Make CheckpointBarrierHandler Support EndOfPartition on TM Side

For the task side, there are two cases regarding checkpoints with finished tasks:

  1. All the precedent tasks are finished, the task has received all the EndOfPartition, but not finished yet (due to waiting for the last checkpoint, or waiting for the downstream tasks to process all the pending records introduced in the following). 
  2. Some precedent tasks are finished and the task has received EndOfPartition from these tasks.

All the Precedent Tasks are Finished

Currently tasks could be classified into two types according to how checkpoint is notified: the source tasks are triggered via the RPC from the JobManager, while the non-source tasks are triggered via barriers received from the precedent tasks.

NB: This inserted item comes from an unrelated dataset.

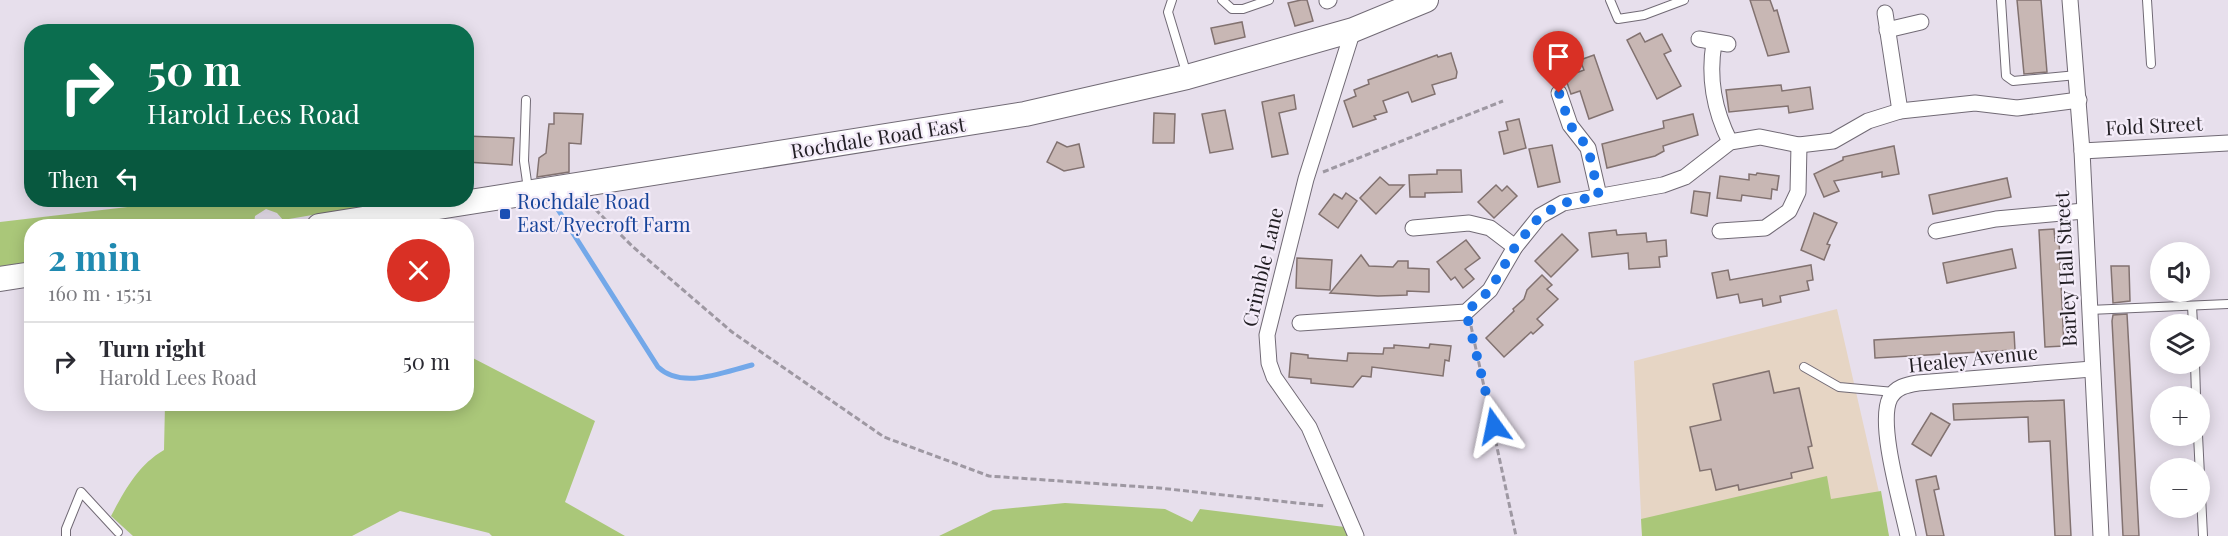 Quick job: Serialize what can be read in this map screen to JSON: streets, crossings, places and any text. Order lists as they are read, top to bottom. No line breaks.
{"streets":{"highway":["Rochdale Road East"],"street":["Fold Street","Crimble Lane","Barley Hall Street","Healey Avenue"]},"crossings":[["Fold Street","Barley Hall Street"],["Rochdale Road East","Crimble Lane"],["Barley Hall Street","Healey Avenue"]],"places":{"transit":["Rochdale Road East/Ryecroft Farm"]},"page":{"turn":["50 m","Harold Lees Road"],"then":"Then","heading":["2 min","160 m · 15:51"],"map_buttons":["+","−"],"list":[{"name":"Turn right","note":"Harold Lees Road","value":"50 m"}]}} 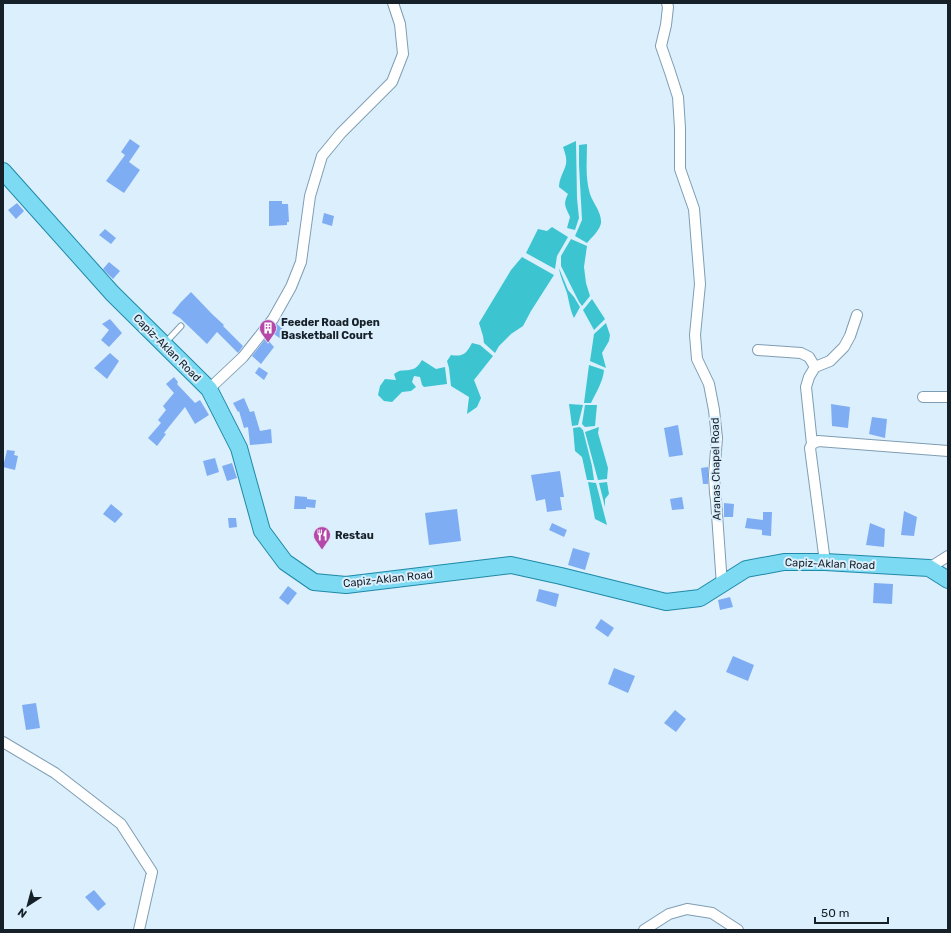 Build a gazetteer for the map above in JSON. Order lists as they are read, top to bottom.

If checkpoints after some tasks are finished are considered, the non-source tasks might also get triggered via RPC if they become the new "root" tasks. The implementation for non-source tasks would be different from the source tasks: it would notify the CheckpointBarrierHandler instead of directly performing the snapshot so that the CheckpointBarrierHandler could deal with checkpoint subsuming correctly. Since currently triggerCheckpoint is implemented in the base StreamTask class uniformly and only be called for source StreamTask classes, we would refactor the class hierarchy to support different implementations of  triggerCheckpoint method for the two types of tasks.

Some of the Precedent Tasks are Finished

If for one task not all its precedent tasks are finished, the task would still get notified via checkpoint barrier from the running precedent tasks. However, some of the preceding tasks might be already finished and the CheckpointBarrierHandler must consider this case. As a whole, EndOfPartition from one input channel would mark this channel as aligned for all the pending and following checkpoints. Therefore, when receiving EndOfPartition, we will insert a manually created CheckpointBarrier for all the pending checkpoints, and exclude the channel from the following checkpoints. 

This is enough for aligned checkpoints, but unaligned checkpoints would introduce additional complexity. Since unaligned checkpoint barriers could jump over the pending records, if we instead wait for the EndOfPartition directly, since EndOfPartition could not jump over, the CheckpointCoordinator could not get notified in time and we might incur longer checkpoint periods during the finishing phase. This is similar for the aligned checkpoints with timeout. To cope with this issue, the upstream tasks would wait till the downstream tasks to process all the pending records before exit. The upstream tasks would emit a special event, namely EndOfData, after all the records and the downstream tasks would respond with another special event, and the upstream tasks only exit after all the response events are received. During this period, the unaligned checkpoints or checkpoints with timeout could be done normally. Afterwards the EndOfPartition could reach the downstream CheckpointAligner quickly since there are no pending records.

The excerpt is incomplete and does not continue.